Daniela Graça

Espelho Cinemático

Daniela Graça

“Mãe e filha. Que mistura terrível de sentimentos, confusão e destruição”: Sonata de Outono

Sonata de Outono (título original: Höstsonaten) é um filme sueco de 1978 realizado e escrito por Ingmar Bergman, um dos autores mais importantes do cinema europeu e um dos grandes mestres da Sétima Arte.

O filme é um drama que se foca em duas personagens femininas e na sua relação de mãe-filha. Charlotte Andergast, uma pianista bem-sucedida, depois de perder o companheiro Leonardo, reencontra-se pela primeira vez em sete anos com a filha, Eva, quando esta lhe escreve a pedir que a visite durante alguns dias. Eva está casada com um clérigo e vive numa pequena cidade. As duas mulheres têm uma relação complicada que se torna ainda mais tensa quando Charlotte descobre que a sua outra filha Helena, que sofre de uma doença terminal que a deixou paralisada e incapaz de falar, foi retirada da instituição e vive agora com Eva. O reencontro desencadeia um confronto entre Charlotte e Eva.
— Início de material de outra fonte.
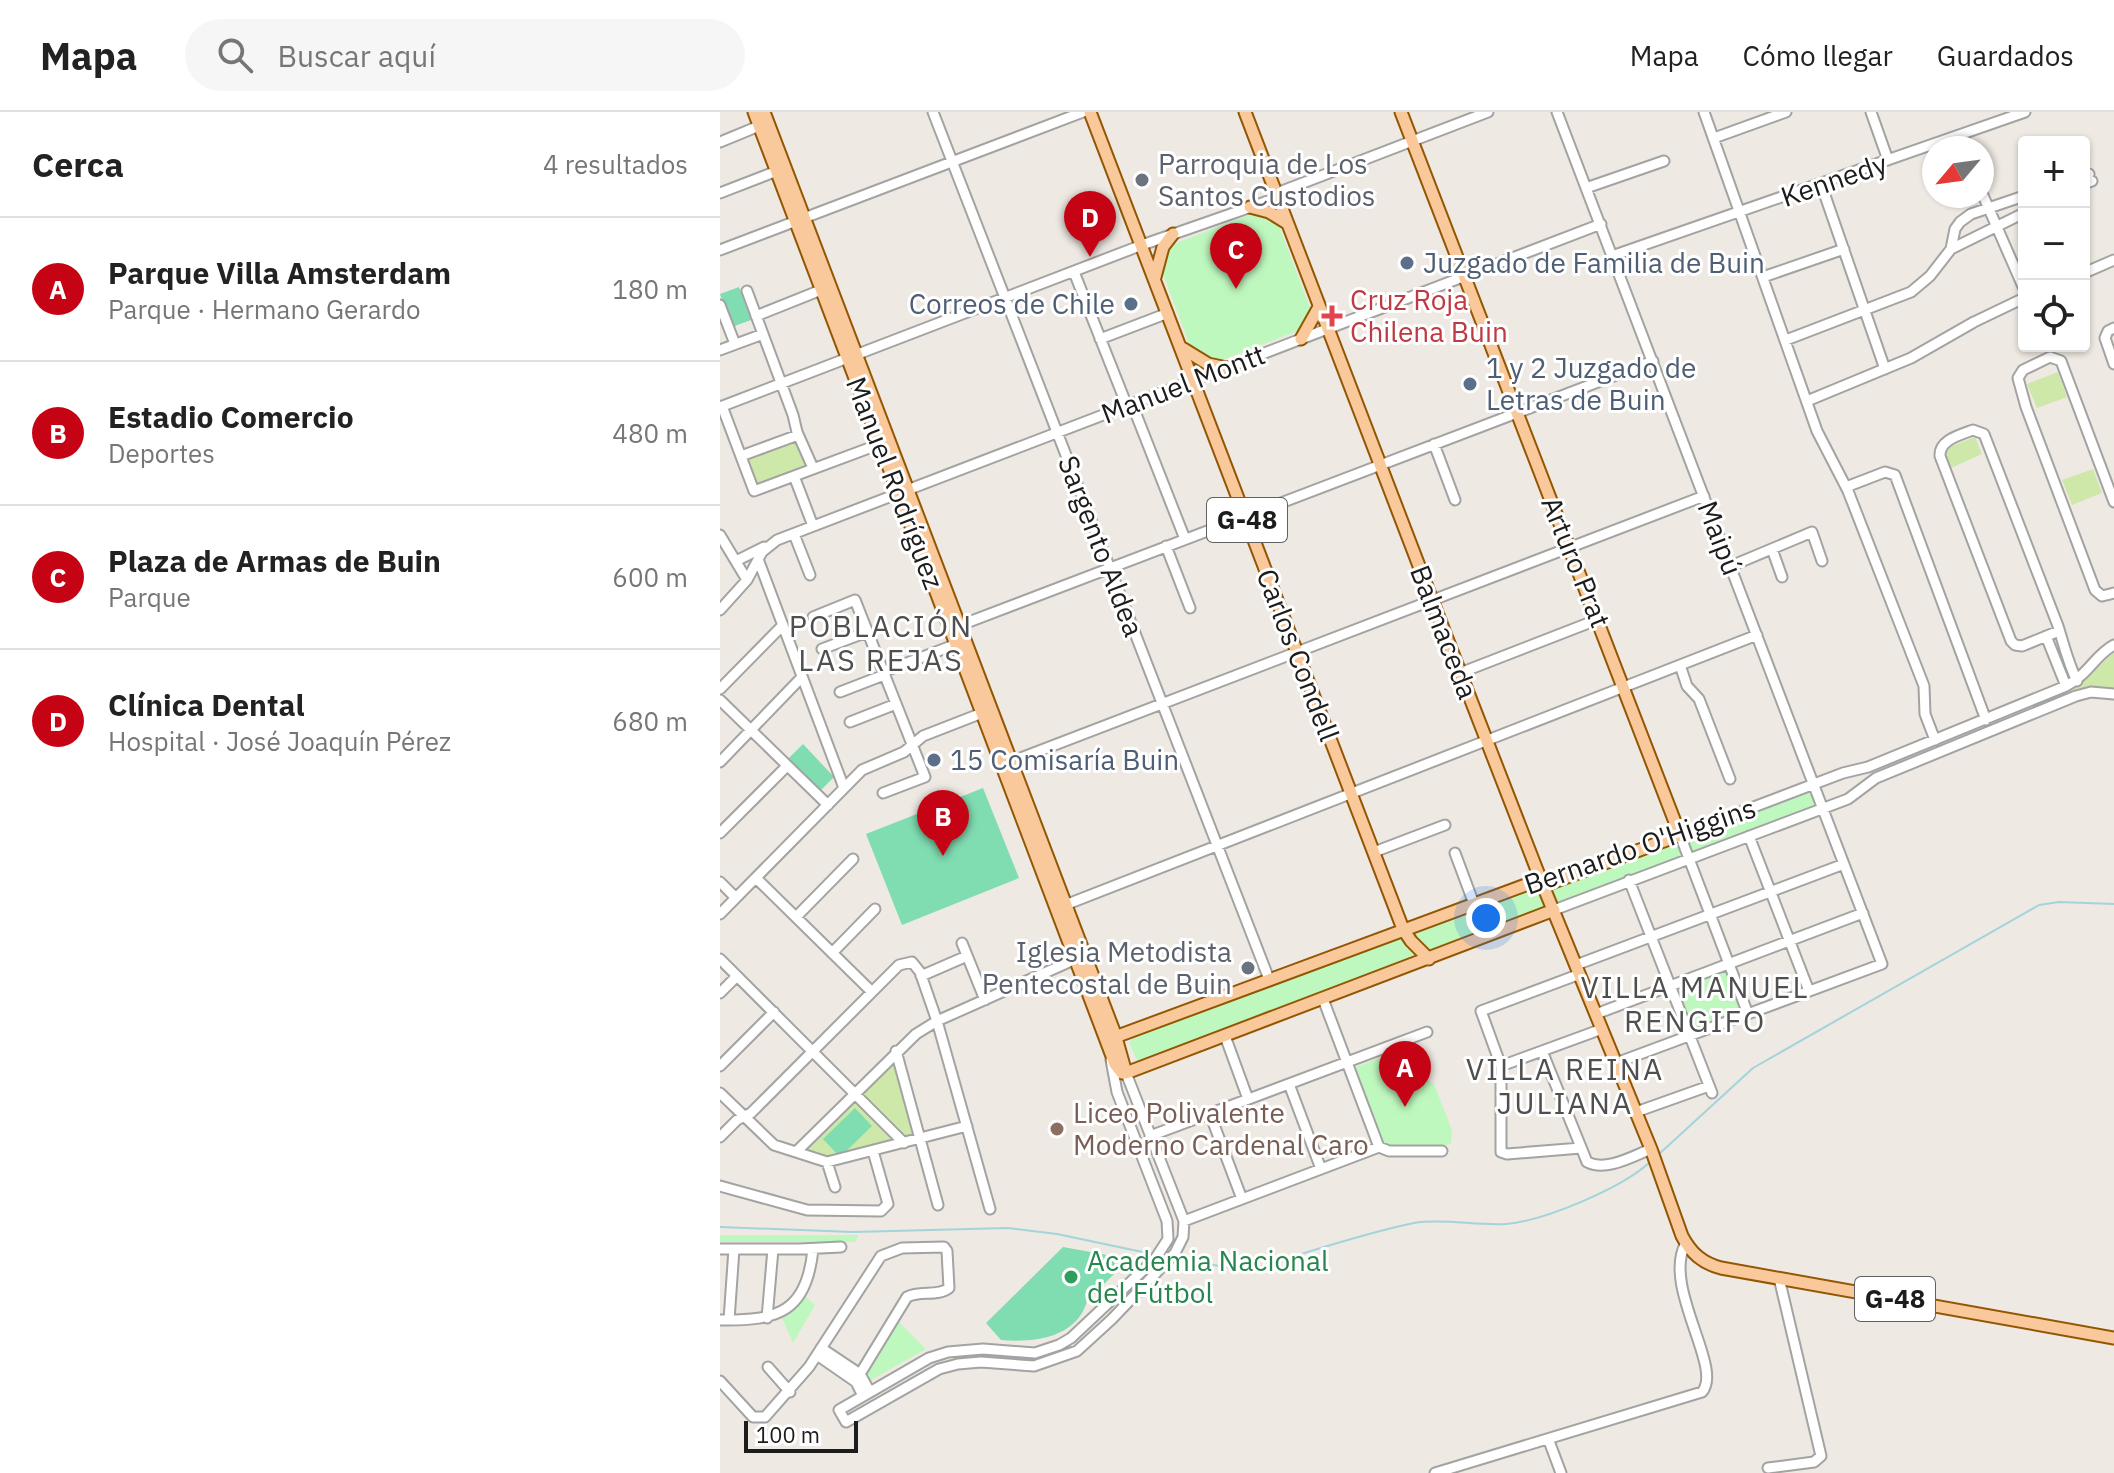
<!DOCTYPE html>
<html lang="es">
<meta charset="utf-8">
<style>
:root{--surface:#fff;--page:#f6f6f6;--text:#222;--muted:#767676;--line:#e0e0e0;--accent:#c60314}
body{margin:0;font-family:"IBM Plex Sans",sans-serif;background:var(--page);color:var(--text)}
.controls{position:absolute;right:24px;top:24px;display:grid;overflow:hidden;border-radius:8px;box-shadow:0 2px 6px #0004}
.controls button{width:72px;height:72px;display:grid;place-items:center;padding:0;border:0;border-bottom:2px solid var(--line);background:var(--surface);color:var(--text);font:40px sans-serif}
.compass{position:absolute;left:1202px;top:24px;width:72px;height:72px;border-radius:50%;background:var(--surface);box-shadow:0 2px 6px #0004;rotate:241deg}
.scale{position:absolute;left:24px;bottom:20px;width:114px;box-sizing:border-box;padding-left:8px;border:4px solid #1c1c1c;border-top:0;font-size:22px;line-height:28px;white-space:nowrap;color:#1c1c1c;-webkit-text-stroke:6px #fff;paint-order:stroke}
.you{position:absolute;left:766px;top:806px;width:28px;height:28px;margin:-20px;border:6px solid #fff;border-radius:50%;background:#1a73e8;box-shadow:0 0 0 12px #1a73e833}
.badge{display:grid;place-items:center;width:52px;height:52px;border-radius:50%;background:var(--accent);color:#fff;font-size:26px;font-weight:700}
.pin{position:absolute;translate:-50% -66px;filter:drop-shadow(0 2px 4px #0008)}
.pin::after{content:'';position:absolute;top:42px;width:28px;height:24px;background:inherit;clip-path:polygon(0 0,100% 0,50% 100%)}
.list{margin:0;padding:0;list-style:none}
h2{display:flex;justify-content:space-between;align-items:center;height:104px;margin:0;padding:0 32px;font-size:34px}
h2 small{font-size:26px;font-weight:400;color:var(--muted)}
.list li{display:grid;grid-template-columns:52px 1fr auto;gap:24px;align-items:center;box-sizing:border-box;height:144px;padding:0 32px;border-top:2px solid var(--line)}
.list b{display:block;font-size:30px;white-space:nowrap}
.list p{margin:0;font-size:26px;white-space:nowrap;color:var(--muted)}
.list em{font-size:26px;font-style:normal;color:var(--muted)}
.icon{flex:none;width:44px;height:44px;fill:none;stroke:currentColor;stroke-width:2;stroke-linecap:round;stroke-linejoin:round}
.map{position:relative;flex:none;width:1394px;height:1361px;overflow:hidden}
header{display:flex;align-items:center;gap:48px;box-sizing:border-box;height:112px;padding:0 40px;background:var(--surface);border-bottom:2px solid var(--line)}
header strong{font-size:38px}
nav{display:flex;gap:44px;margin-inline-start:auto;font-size:28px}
.search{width:560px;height:72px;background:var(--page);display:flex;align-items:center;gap:20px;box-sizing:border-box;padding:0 28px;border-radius:44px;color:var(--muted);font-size:30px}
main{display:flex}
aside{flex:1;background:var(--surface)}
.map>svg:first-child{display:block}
.grass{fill:#cde8a8}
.park{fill:#bff8bf}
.pitch{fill:#80dcb1}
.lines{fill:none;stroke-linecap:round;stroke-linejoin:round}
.stream{stroke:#a3d3db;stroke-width:2}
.minor-casing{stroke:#a3a3a3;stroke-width:13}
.major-casing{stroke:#935602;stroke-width:15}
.minor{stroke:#fff;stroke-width:9}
.major{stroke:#fac99b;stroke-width:11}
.worship-dot{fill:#6b7280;stroke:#fff;stroke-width:3}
.service-dot{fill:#5c6f8a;stroke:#fff;stroke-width:3}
.health-dot{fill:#e0444e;stroke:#fff;stroke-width:3}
.education-dot{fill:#8d6e63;stroke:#fff;stroke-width:3}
.leisure-dot{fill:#2e9e5b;stroke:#fff;stroke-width:3}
.labels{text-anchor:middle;stroke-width:6;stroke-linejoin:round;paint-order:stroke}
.shield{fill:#fff;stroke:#606060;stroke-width:2}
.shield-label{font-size:26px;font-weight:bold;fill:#1c1c1c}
.worship-label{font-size:28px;fill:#5b616d;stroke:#fff;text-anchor:start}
.street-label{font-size:28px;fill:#1c1c1c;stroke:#fff}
.service-label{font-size:28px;fill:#4e5e75;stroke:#fff;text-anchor:start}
.health-label{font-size:28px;fill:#be3a42;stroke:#fff;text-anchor:start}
.education-label{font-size:28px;fill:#785e54;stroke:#fff;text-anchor:start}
.leisure-label{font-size:28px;fill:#27864d;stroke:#fff;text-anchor:start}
.neighbourhood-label{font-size:30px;letter-spacing:2px;fill:#4f4f4f;stroke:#fff}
</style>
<header>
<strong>Mapa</strong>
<div class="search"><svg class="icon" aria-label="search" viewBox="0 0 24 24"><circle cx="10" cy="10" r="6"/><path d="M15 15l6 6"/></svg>Buscar aquí</div>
<nav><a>Mapa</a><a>Cómo llegar</a><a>Guardados</a></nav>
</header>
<main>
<aside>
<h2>Cerca<small>4 resultados</small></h2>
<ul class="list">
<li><span class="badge">A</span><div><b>Parque Villa Amsterdam</b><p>Parque · Hermano Gerardo</p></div><em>180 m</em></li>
<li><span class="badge">B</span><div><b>Estadio Comercio</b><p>Deportes</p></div><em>480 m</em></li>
<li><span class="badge">C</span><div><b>Plaza de Armas de Buin</b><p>Parque</p></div><em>600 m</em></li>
<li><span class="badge">D</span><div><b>Clínica Dental</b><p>Hospital · José Joaquín Pérez</p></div><em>680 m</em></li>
</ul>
</aside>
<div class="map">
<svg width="1394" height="1361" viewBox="0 0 1394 1361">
<rect width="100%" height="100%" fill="#eee9e2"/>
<!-- grass -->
<path class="grass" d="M1338,260L1347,285L1317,296L1307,272Z
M79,325L90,354L35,374L24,345Z
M1255,325L1262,342L1231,356L1223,338Z
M1373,357L1382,381L1352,393L1342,368Z
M1394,541V577L1363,576L1246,623L1245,620L1355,575C1371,566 1379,551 1394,541Z
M175,947L197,1025L185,1028L138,981Z
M135,987L178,1030L110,1048L80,1041Z"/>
<!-- park -->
<path class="park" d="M534,101L559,114L591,198L580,218L495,251L472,240L440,154L448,134Z
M1085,680L1092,683L1094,691L1091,696L705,845L418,951L409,930L417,923L804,778L836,774Z
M1006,858L1023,900L972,919L956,877Z
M689,935L702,964L714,972L732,1018L731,1031L723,1035L669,1037L663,1033L633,956Z
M0,1123H139L135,1130H0Z
M85,1184L95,1193L73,1231L62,1206L71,1201Z
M179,1210L206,1237L151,1268L146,1262Z"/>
<!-- pitch -->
<path class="pitch" d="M19,175L31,208L12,215L0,182Z
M83,632L114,665L99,680L67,648Z
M263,676L299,766L182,813L146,722Z
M135,996L152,1014L120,1045L103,1027Z
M343,1135L409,1147L367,1189C357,1226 313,1231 281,1228L266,1211Z"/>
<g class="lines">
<!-- stream -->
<path class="stream" d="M938,1043L1033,956L1319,793L1339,790L1394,792
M0,1115L133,1120L288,1116L337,1122L432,1142
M454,1146L516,1157L535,1156C587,1141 640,1122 694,1111C723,1106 756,1114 786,1112C824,1109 902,1076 930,1050"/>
<!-- minor casing -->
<g class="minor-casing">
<path id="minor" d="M213,0L549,867
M837,0L1162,852L896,951
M984,0L1097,319L1128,379L1204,574L1205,602L1215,628
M1151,0L1168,48
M1237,24L1242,36
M994,26L1066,0
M0,30L39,14
M1364,64L1369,62
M1101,72L1165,257
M1364,72L1372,69
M866,76L944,49
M0,81L62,57
M1262,81L1304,177
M1231,137L1304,101
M0,138L363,0
M892,144L1305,0
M354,160L407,294
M1364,161L1394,148
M1043,165L1124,137
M27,179L73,303L77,320L93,356
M0,193L15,232
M36,204L101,178
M1394,216L1388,219L1385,226L1394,252
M380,227L448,201
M1066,228L1191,180L1210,164L1231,137L1235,117L1240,110L1251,102L1304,84
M0,238L43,222
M1087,289L1191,246L1254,210L1304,186
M412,292L465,427
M2,294L34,379L160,332
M0,295L422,133L551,88L562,79L768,0
M714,332L735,388
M21,344L78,323
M74,364L93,414
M1126,375L1165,360L1175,363L1266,608
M1394,390L1341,249L1330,245L1303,258L1298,266L1306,295L1375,478L1382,484L1394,481
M74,422L90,463
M0,423L27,468
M446,434L470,496
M1052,437L1062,465
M38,447L124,676
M16,449L44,435
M1011,454L1092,420L1102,449
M0,498L27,468L42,440L57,428L881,112
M93,505L135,488L205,665L163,681
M233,516L933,249
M1339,519L1302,534L1295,533L1291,529L1220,344C1219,328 1240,323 1253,318L1264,322L1338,514C1344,533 1348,551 1357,569
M1326,524L1346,574
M102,537L147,520
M960,553L967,574L979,587L1010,667
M163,560L242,530
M740,561L879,507
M0,577L63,513
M120,580L164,563
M0,588L108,693
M130,610L176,592
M0,650L82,565
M285,652L984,384
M0,721L67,654
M1029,724L1089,879
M654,740L725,713
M735,741L754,792
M36,766L152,880
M909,768L992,981
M0,770L16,786
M340,795L1037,523
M834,798L1128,687L1156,666L1356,584L1371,580L1394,582
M0,802L142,658L184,640L203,624L262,601
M76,805L133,747
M242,831L265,888
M112,841L155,797
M0,847L184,1031
M856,853L1124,752
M860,862L761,899L781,954V1040L787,1042L861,1036
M201,864L247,844
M0,881L17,864
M603,887L659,1035
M876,902L1143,801
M1028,902L960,723L1123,661L1148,655L1346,574C1369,562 1375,543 1394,533
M505,924L528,987
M176,939L218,1093
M822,939L867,1050C886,1060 913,1044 931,1037
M391,948L397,980L447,1109L448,1127L435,1147L351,1226L339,1233L315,1241L263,1237L228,1240L209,1246L119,1298L126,1310L219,1257L238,1252L261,1250L314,1254L357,1239L392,1207L455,1141L463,1125L464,1109L406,961
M0,954L54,900
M781,954L882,917
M569,972L601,1057
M0,981L54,1033L107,1050L247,1014
M916,1000L989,974
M490,1002L522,1087
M430,1024L707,920
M0,1025L17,1008L31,1001L179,853L192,850L200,860L217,909L270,1097
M76,1040L196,922L217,909L358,846
M107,1050L115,1075
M0,1074L87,1098L161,1099L168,1092L153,1039
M464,1109L659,1035L669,1039H722
M0,1137H80L121,1135
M47,1206L53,1137
M0,1208C58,1209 87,1200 93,1137
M9,1208L14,1137
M101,1236L140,1262L150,1280
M97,1243L136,1270L143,1284
M48,1255L70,1280
M0,1269L33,1305H45L89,1255L161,1144L182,1136L224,1135L227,1139L229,1176C218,1185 200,1178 187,1185L140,1262
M829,1329L841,1361
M1048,1356L1094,1350L1101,1344L1059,1166
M715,1361L982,1280C1004,1256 941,1174 966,1131"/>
</g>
<!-- major casing -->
<g class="major-casing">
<path id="major" d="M34,0L395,952L402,961H406
M44,0L395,922L406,961
M370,0L683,817L691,829L709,847
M525,0L714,493L822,771L931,1037L962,1124C971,1141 982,1151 1001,1156L1394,1226
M530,95L549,100L567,111
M435,165L443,135L453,122
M581,227L599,195
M462,236L488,252L507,256
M387,928L811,771H831L960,723L681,0
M406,961L834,798"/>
</g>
<!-- minor -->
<use href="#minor" class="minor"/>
<!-- major -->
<use href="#major" class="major"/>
</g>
<!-- markers -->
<g class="worship-dot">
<circle cx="422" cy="68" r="8"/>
<circle cx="528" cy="856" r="8"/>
</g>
<g class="service-dot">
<circle cx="687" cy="151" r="8"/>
<circle cx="411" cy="192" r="8"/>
<circle cx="750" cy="272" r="8"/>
<circle cx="214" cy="648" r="8"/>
</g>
<path class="health-dot" d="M608 192h8v8h8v8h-8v8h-8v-8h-8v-8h8z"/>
<circle class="education-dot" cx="337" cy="1017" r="8"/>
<circle class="leisure-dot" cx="351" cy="1165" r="8"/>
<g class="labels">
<!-- shield labels -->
<g class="shield">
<rect x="487" y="386" width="80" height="44" rx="6"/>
<rect x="1135" y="1165" width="80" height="44" rx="6"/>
</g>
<g class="shield-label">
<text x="527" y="417">G-48</text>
<text x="1175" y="1196">G-48</text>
</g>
<!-- worship labels -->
<g class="worship-label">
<text x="438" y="62">Parroquia de Los<tspan x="438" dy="32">Santos Custodios</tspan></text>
<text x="512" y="850" text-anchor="end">Iglesia Metodista<tspan x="512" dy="32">Pentecostal de Buin</tspan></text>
</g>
<!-- street labels -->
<g class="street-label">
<text transform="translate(1114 68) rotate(-19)" y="10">Kennedy</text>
<text transform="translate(463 272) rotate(-21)" y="10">Manuel Montt</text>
<text transform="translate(175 371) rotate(69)" y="10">Manuel Rodríguez</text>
<text transform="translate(1000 426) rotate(69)" y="10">Maipú</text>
<text transform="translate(381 434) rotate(69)" y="10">Sargento Aldea</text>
<text transform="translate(856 450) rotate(68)" y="10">Arturo Prat</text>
<text transform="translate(724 520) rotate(69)" y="10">Balmaceda</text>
<text transform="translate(578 543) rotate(69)" y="10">Carlos Condell</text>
<text transform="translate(920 734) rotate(-19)" y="10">Bernardo O'Higgins</text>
</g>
<!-- service labels -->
<g class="service-label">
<text x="703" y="161">Juzgado de Familia de Buin</text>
<text x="395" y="202" text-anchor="end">Correos de Chile</text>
<text x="766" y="266">1 y 2 Juzgado de<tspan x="766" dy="32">Letras de Buin</tspan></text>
<text x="230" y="658">15 Comisaría Buin</text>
</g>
<!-- health labels -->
<g class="health-label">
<text x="630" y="198">Cruz Roja<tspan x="630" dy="32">Chilena Buin</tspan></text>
</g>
<!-- education labels -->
<g class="education-label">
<text x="353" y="1011">Liceo Polivalente<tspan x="353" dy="32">Moderno Cardenal Caro</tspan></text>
</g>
<!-- leisure labels -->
<g class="leisure-label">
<text x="367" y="1159">Academia Nacional<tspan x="367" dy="32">del Fútbol</tspan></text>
</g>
<!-- neighbourhood labels -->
<g class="neighbourhood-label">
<text x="161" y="525">POBLACIÓN<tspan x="161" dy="34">LAS REJAS</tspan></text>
<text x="975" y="886">VILLA MANUEL<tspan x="975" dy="34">RENGIFO</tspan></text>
<text x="845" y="968">VILLA REINA<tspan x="845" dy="34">JULIANA</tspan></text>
</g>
</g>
</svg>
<div class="controls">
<button>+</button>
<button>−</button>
<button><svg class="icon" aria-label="locate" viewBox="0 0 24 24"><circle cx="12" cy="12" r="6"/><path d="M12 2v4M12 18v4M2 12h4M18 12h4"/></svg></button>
</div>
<svg class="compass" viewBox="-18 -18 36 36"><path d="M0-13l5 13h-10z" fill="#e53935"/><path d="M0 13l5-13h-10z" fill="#767676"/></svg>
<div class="scale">100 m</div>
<div class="you"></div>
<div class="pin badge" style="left:685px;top:995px">A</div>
<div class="pin badge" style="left:223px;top:744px">B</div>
<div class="pin badge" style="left:516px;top:177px">C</div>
<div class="pin badge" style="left:370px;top:145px">D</div>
</div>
</main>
Ingmar Bergman disseca a relação entre as duas personagens ao abrir feridas do passado e expô-las pela primeira vez numa discussão longa e dolorosa. Charlotte desprezou o papel de mãe para se focar na carreira de pianista e Eva cresceu sem conhecer carinho, conhecendo apenas o controlo em forma de críticas da mãe, o que incutiu na jovem um sentimento de fraqueza e impotência desde cedo, e Eva despreza a mãe por não conseguir lidar com a situação de Helena.  Ambas são marcadas pela falta de afeto e pelo desejo do mesmo, a herdança de mãe para filha é a dor.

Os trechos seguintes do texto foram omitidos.